@electric-sql/d2mini
Version:
D2Mini is a minimal implementation of Differential Dataflow for performing in-memory incremental view maintenance.
237 lines • 10.9 kB
JavaScript
import { DifferenceStreamWriter, UnaryOperator, } from '../graph.js';
import { StreamBuilder } from '../d2.js';
import { MultiSet } from '../multiset.js';
import { Index } from '../indexes.js';
import { generateKeyBetween } from 'fractional-indexing';
import { binarySearch } from '../utils.js';
import { globalObjectIdGenerator } from '../utils.js';
/**
* Implementation of a topK data structure.
* Uses a sorted array internally to store the values and keeps a topK window over that array.
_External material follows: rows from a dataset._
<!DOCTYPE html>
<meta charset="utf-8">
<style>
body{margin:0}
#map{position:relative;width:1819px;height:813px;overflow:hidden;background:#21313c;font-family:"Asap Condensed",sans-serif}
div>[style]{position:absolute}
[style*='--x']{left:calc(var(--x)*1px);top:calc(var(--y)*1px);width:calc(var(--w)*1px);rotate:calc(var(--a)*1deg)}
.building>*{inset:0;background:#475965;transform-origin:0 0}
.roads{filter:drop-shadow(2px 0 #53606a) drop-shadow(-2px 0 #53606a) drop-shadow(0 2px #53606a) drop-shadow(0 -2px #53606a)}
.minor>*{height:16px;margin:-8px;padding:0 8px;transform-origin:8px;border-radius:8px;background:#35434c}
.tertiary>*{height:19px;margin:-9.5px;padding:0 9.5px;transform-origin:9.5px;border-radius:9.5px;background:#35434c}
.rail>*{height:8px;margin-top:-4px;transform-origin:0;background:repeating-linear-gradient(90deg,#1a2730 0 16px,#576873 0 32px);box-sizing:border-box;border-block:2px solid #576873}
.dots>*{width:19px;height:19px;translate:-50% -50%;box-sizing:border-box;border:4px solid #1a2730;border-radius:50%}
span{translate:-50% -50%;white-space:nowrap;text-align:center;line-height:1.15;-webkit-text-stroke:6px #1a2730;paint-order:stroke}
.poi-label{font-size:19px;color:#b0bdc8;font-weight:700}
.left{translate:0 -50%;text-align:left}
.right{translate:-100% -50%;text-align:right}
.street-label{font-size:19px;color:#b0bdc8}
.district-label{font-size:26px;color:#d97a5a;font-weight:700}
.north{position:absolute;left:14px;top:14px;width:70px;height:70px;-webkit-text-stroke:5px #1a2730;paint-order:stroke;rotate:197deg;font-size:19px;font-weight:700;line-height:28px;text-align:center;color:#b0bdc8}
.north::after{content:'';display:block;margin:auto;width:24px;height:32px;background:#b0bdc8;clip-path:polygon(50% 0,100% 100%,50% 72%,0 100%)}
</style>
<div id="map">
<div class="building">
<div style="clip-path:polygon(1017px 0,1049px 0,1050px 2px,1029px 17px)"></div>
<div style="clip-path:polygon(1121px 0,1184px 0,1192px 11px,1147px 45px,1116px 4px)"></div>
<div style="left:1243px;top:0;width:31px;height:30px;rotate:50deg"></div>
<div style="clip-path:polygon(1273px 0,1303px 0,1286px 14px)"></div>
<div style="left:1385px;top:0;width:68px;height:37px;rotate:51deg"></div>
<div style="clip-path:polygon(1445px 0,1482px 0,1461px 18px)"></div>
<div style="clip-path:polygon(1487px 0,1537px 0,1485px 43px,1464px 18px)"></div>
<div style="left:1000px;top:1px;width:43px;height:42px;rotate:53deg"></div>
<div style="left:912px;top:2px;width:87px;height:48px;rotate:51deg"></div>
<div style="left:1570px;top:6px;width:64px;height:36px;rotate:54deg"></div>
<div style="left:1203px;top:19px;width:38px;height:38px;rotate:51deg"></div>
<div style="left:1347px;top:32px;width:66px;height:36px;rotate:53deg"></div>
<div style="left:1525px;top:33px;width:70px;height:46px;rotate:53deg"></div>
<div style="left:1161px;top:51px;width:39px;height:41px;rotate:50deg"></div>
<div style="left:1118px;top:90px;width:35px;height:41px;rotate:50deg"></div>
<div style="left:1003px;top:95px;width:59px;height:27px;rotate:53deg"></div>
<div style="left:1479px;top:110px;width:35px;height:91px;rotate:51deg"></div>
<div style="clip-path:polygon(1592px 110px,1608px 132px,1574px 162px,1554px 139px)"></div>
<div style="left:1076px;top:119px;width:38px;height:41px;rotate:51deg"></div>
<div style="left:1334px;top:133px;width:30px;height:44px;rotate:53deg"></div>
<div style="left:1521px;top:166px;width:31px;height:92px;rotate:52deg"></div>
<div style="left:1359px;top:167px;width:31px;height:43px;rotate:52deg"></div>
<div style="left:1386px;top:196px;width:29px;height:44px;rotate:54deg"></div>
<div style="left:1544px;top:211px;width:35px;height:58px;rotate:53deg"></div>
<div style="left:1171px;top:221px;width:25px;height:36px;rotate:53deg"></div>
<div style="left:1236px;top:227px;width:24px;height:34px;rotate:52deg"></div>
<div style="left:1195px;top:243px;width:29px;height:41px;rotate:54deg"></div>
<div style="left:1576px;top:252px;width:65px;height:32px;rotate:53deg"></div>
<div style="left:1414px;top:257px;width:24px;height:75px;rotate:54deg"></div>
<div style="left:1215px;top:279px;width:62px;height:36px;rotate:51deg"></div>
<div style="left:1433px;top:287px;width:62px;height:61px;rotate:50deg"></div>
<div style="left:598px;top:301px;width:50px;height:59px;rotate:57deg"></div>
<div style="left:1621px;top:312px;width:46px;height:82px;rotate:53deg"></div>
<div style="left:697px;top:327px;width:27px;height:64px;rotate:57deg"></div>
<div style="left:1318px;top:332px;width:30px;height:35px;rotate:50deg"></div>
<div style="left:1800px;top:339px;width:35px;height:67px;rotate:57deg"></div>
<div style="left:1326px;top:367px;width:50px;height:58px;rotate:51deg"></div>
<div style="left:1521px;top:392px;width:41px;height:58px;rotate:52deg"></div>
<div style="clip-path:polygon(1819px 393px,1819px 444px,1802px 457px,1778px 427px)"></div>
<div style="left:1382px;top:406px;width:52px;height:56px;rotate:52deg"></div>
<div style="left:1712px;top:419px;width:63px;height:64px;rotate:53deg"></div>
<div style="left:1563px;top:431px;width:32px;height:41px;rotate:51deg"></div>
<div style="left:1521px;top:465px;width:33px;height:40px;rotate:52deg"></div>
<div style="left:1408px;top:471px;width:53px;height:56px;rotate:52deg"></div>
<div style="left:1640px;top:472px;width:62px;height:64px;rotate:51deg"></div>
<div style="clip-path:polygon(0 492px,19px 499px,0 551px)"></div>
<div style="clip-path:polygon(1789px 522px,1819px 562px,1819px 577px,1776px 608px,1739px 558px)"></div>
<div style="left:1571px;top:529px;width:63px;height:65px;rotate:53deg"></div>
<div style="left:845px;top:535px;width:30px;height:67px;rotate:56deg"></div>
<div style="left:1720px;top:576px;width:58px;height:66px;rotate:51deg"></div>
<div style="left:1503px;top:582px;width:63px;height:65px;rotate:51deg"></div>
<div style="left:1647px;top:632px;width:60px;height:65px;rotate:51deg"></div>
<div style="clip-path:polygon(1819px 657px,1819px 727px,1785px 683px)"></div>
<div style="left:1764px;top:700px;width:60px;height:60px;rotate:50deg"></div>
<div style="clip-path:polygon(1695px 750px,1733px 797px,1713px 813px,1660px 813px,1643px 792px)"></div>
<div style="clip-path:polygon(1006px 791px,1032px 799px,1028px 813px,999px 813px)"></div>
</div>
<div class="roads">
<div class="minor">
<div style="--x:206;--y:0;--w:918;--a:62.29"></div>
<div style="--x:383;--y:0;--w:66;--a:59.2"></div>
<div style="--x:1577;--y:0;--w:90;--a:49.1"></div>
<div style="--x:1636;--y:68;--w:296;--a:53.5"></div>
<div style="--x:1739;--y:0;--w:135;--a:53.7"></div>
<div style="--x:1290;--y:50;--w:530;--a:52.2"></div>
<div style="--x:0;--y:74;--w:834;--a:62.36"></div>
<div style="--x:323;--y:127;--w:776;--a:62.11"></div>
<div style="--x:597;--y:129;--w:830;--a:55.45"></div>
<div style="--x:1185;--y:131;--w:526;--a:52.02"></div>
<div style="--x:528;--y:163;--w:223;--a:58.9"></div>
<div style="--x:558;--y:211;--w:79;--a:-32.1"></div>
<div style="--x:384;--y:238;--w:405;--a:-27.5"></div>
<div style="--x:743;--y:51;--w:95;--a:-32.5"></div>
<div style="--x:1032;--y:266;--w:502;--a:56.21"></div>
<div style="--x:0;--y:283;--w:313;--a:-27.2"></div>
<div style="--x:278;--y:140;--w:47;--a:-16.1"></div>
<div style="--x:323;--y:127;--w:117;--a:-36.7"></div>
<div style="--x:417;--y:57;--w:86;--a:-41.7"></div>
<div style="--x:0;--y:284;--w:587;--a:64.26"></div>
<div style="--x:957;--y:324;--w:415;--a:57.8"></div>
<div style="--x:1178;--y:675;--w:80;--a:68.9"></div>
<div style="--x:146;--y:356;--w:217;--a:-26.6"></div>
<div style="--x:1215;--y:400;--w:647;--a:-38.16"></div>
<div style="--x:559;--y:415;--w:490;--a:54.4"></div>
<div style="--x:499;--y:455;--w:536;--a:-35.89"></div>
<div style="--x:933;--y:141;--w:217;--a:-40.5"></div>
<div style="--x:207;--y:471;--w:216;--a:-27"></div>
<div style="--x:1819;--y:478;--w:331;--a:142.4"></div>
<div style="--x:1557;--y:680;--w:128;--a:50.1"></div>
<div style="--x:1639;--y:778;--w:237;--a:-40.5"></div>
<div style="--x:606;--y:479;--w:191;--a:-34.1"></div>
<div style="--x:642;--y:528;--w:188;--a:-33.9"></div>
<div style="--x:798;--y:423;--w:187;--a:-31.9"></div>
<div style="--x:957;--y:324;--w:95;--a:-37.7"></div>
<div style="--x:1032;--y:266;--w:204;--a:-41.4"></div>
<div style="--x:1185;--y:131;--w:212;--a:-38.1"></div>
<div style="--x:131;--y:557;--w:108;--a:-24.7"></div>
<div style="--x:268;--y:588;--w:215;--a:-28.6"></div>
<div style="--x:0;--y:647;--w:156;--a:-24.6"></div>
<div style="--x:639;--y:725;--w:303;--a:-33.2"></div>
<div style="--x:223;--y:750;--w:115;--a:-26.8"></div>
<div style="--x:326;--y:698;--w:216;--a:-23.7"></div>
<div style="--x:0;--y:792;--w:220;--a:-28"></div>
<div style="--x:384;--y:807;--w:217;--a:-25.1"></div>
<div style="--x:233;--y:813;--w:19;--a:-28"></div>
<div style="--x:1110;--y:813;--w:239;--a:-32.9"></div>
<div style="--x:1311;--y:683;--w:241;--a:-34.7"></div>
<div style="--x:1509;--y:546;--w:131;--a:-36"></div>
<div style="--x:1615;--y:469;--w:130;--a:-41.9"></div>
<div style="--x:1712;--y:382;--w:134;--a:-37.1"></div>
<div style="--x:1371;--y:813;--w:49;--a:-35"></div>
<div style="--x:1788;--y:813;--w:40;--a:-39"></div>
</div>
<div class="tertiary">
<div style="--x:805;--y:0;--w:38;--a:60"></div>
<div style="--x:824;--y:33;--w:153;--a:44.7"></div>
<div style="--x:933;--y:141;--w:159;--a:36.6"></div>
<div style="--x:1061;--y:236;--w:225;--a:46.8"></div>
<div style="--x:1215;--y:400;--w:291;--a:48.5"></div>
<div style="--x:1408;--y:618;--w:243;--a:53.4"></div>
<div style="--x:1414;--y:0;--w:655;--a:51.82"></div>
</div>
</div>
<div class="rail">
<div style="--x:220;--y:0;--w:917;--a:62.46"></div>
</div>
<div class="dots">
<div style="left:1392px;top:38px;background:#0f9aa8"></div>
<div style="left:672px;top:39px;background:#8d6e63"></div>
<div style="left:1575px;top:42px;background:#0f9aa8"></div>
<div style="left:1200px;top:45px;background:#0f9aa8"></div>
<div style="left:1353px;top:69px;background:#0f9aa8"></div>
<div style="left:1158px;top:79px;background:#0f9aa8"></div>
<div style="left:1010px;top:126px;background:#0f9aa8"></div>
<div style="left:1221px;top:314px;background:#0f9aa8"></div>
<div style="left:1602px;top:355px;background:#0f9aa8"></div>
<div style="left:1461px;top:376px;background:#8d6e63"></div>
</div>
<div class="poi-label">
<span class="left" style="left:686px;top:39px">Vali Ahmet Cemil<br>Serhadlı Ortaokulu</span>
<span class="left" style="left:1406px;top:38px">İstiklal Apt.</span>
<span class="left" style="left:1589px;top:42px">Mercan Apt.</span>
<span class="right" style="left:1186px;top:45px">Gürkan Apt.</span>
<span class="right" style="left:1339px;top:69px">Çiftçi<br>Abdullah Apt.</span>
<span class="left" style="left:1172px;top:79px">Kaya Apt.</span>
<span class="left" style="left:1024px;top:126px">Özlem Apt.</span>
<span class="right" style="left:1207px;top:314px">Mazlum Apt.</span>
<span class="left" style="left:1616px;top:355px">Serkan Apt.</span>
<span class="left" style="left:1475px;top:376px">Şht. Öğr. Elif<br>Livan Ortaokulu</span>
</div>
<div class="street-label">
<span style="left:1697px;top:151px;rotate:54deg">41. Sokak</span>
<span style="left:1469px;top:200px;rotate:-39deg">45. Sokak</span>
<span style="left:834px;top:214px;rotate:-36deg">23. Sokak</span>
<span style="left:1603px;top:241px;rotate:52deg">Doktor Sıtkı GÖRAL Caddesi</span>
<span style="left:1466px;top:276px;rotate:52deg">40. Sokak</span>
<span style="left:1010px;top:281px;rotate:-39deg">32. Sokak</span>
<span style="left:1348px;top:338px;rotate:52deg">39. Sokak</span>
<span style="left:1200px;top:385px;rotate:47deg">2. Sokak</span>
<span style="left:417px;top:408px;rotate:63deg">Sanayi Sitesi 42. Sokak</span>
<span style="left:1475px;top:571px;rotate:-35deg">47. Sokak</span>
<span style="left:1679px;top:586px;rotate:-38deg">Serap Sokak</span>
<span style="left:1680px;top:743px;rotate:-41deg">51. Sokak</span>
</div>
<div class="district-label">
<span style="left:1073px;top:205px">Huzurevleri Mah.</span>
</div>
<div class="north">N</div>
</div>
* Inserts and deletes are O(n) operations because worst case an element is inserted/deleted
* at the start of the array which causes all the elements to shift to the right/left.
*/
class TopKArray {
#sortedValues = [];
#comparator;
#topKStart;
#topKEnd;
constructor(offset, limit, comparator) {
this.#topKStart = offset;
this.#topKEnd = offset + limit;
this.#comparator = comparator;
}
insert(value) {
let result = { moveIn: null, moveOut: null };
// Lookup insert position
const index = this.#findIndex(value);
// Generate fractional index based on the fractional indices of the elements before and after it
const indexBefore = index === 0 ? null : getIndex(this.#sortedValues[index - 1]);
const indexAfter = index === this.#sortedValues.length
? null
: getIndex(this.#sortedValues[index]);
const fractionalIndex = generateKeyBetween(indexBefore, indexAfter);
// Insert the value at the correct position
const val = indexedValue(value, fractionalIndex);
// Splice is O(n) where n = all elements in the collection (i.e. n >= k) !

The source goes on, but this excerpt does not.